Start of Exercise input

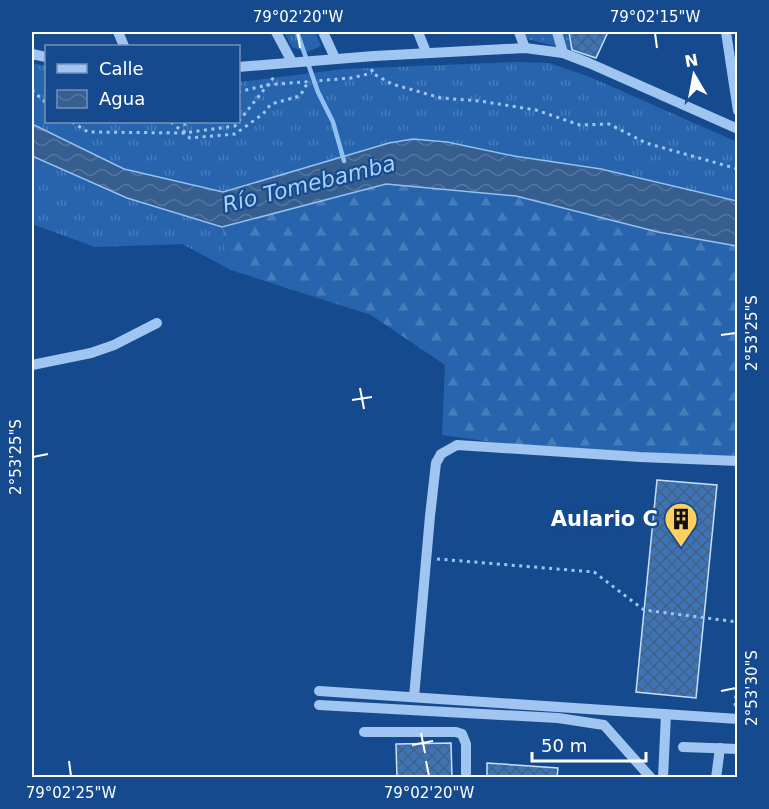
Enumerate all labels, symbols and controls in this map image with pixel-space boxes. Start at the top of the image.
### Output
text: 79°02'20"W [253,8,343,26]
text: 79°02'15"W [610,8,700,26]
legend [45,45,240,123]
north arrow [664,45,724,105]
text: N [683,50,700,71]
text: Calle [99,58,144,79]
text: Agua [99,88,145,109]
water label: Río Tomebamba [220,150,398,218]
text: 2°53'25"S [743,295,761,371]
text: 2°53'25"S [7,419,25,495]
building icon: Aulario C [663,501,699,548]
place label: Aulario C [551,507,658,531]
text: 2°53'30"S [743,650,761,726]
scale bar [532,725,646,763]
text: 50 m [541,735,587,756]
text: 79°02'25"W [26,784,116,802]
text: 79°02'20"W [384,784,474,802]

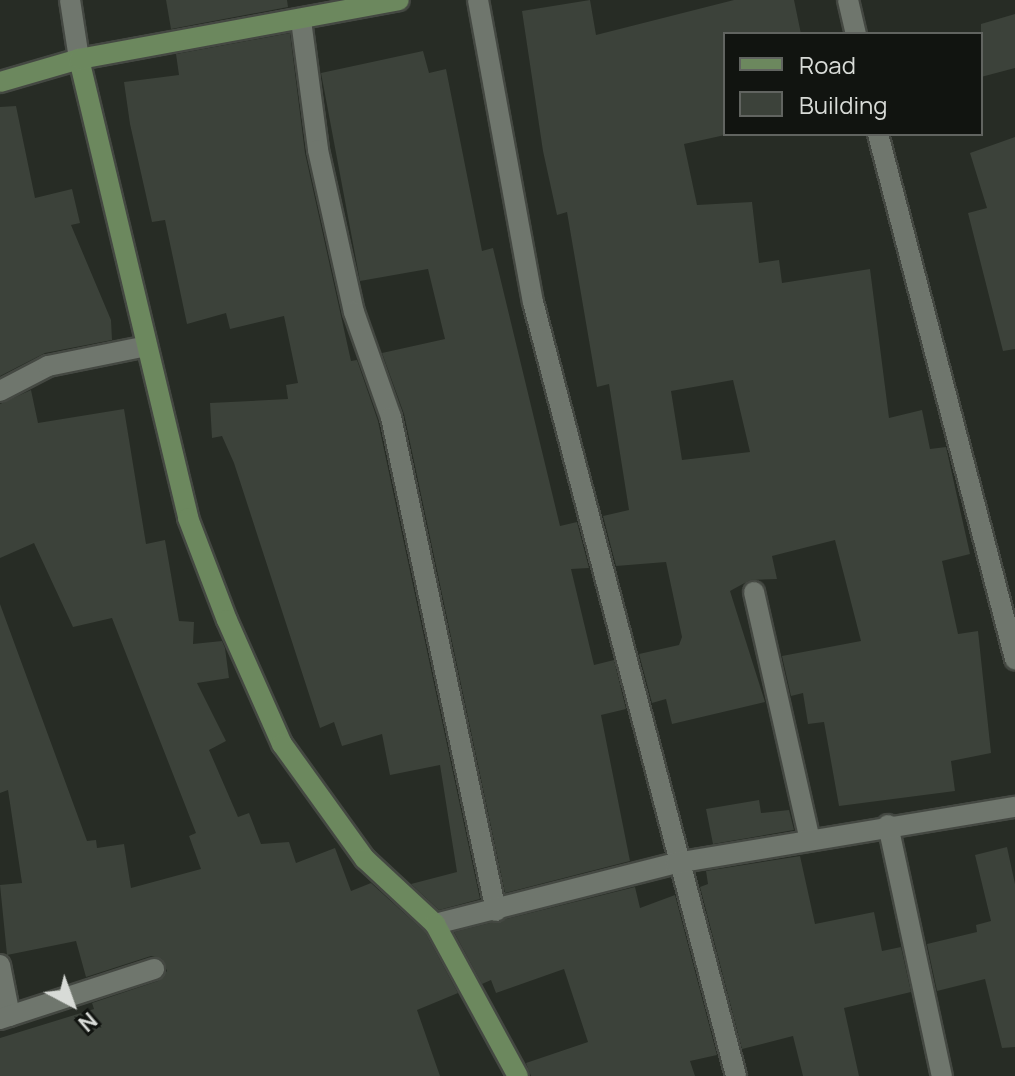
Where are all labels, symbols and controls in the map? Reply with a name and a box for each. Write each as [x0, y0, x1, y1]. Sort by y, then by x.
legend [723, 32, 983, 136]
text: Road [799, 48, 856, 81]
text: Building [799, 88, 887, 121]
north arrow [32, 964, 112, 1044]
text: N [72, 1006, 104, 1039]

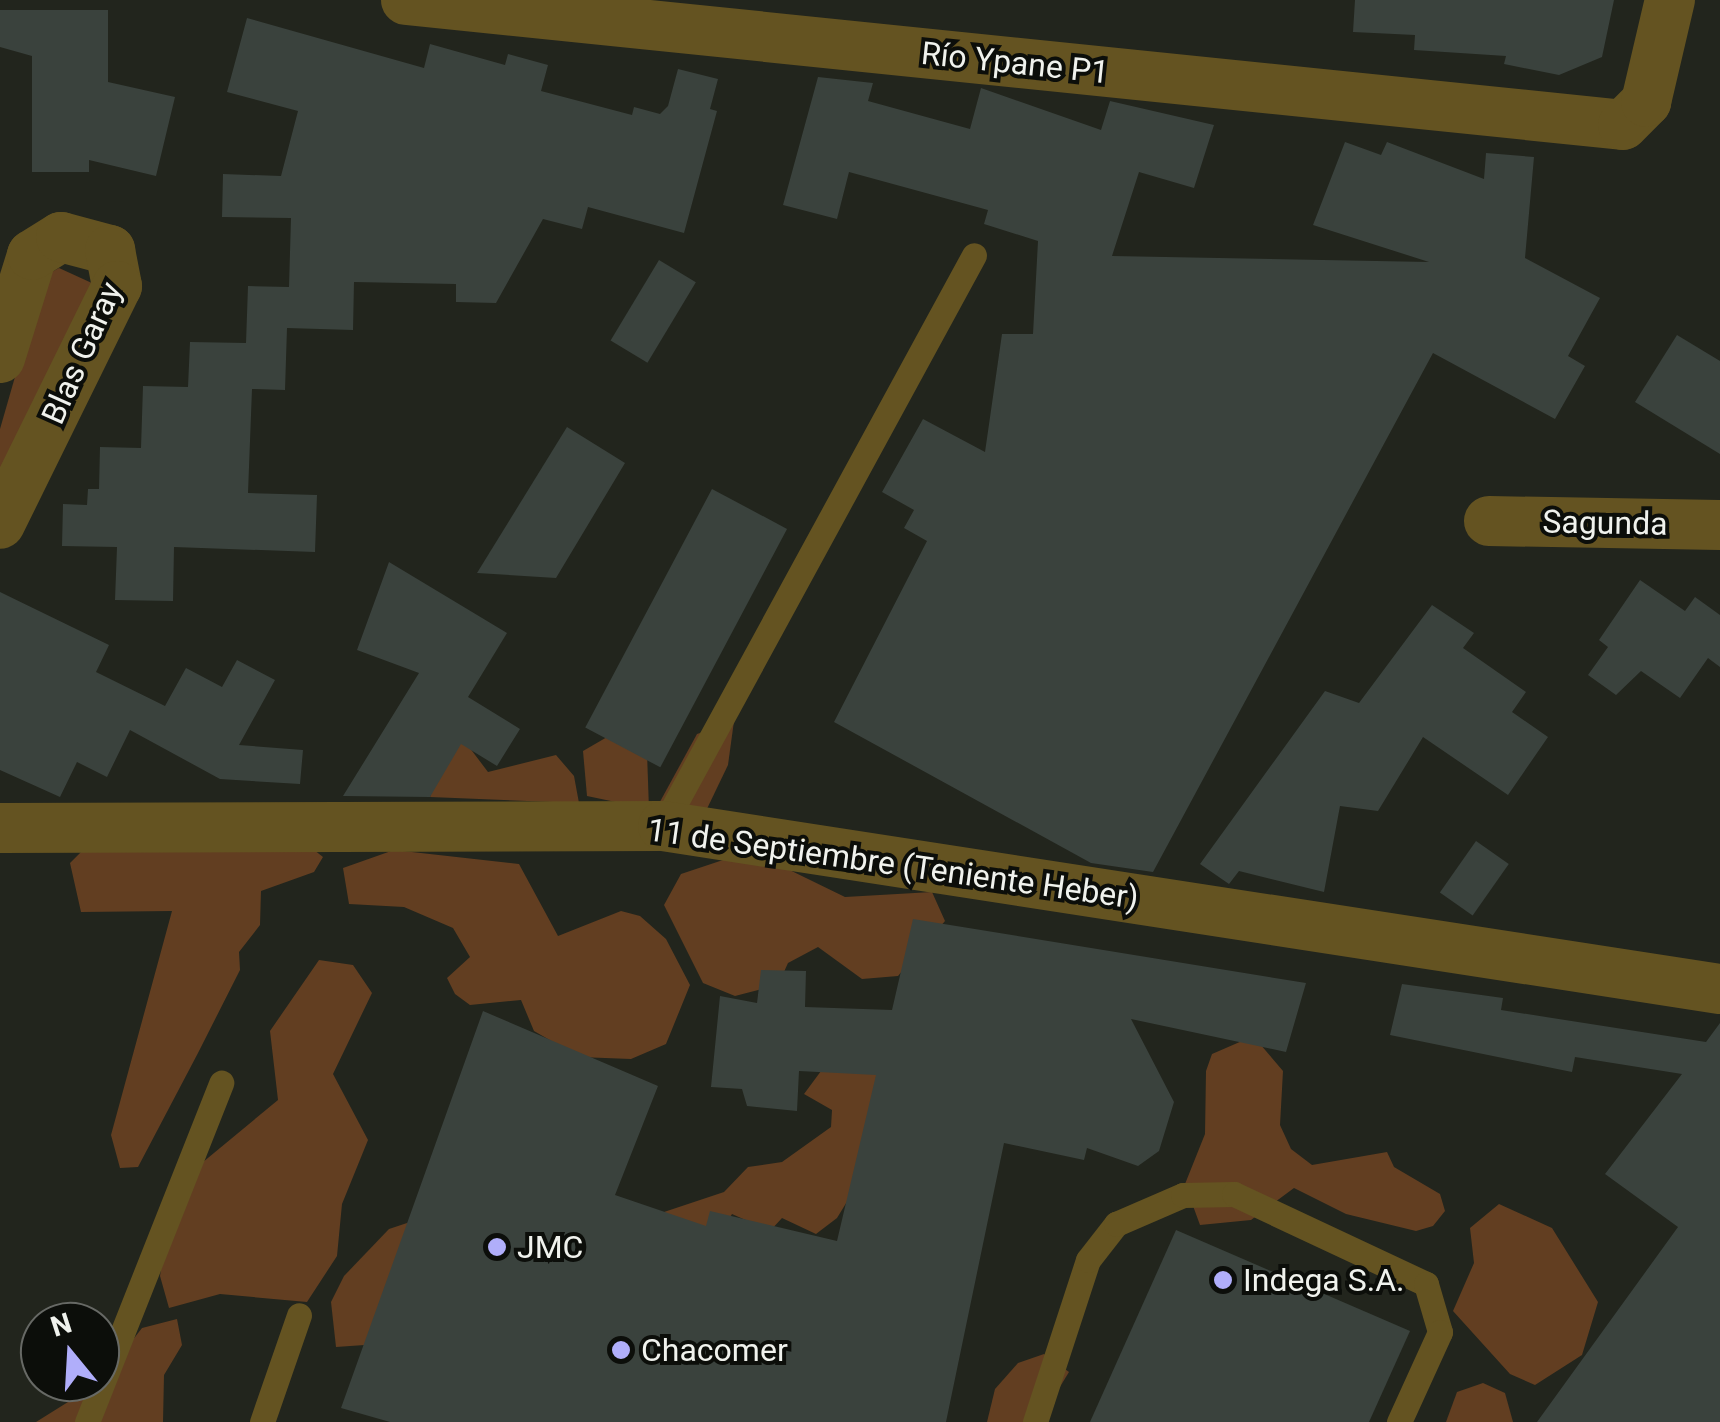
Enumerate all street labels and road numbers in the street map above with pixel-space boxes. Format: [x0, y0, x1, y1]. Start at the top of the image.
street label: Río Ypane P1 [919, 34, 1111, 92]
street label: Blas Garay [34, 276, 130, 430]
street label: Sagunda [1542, 503, 1668, 543]
street label: 11 de Septiembre (Teniente Heber) [645, 811, 1141, 917]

End of Exercise input

### The task
All records must be output exactly as they are, except for the pictures, which are left out.

### Exercise answer
Enumerate all labels, symbols and controls in this map image with pixel-space boxes. Start at the top of the image.
### Output
text: 79°02'20"W [253,8,343,26]
text: 79°02'15"W [610,8,700,26]
legend [45,45,240,123]
north arrow [664,45,724,105]
text: N [683,50,700,71]
text: Calle [99,58,144,79]
text: Agua [99,88,145,109]
water label: Río Tomebamba [220,150,398,218]
text: 2°53'25"S [743,295,761,371]
text: 2°53'25"S [7,419,25,495]
building icon: Aulario C [663,501,699,548]
place label: Aulario C [551,507,658,531]
text: 2°53'30"S [743,650,761,726]
scale bar [532,725,646,763]
text: 50 m [541,735,587,756]
text: 79°02'25"W [26,784,116,802]
text: 79°02'20"W [384,784,474,802]

Where are all labels, symbols and controls in the map? Reply with a name and a box for each. Write each as [x0, y0, x1, y1]. Sort by y, then by x.
legend [723, 32, 983, 136]
text: Road [799, 48, 856, 81]
text: Building [799, 88, 887, 121]
north arrow [32, 964, 112, 1044]
text: N [72, 1006, 104, 1039]

Enumerate all street labels and road numbers in the street map above with pixel-space boxes. Format: [x0, y0, x1, y1]. Start at the top of the image.
street label: Río Ypane P1 [919, 34, 1111, 92]
street label: Blas Garay [34, 276, 130, 430]
street label: Sagunda [1542, 503, 1668, 543]
street label: 11 de Septiembre (Teniente Heber) [645, 811, 1141, 917]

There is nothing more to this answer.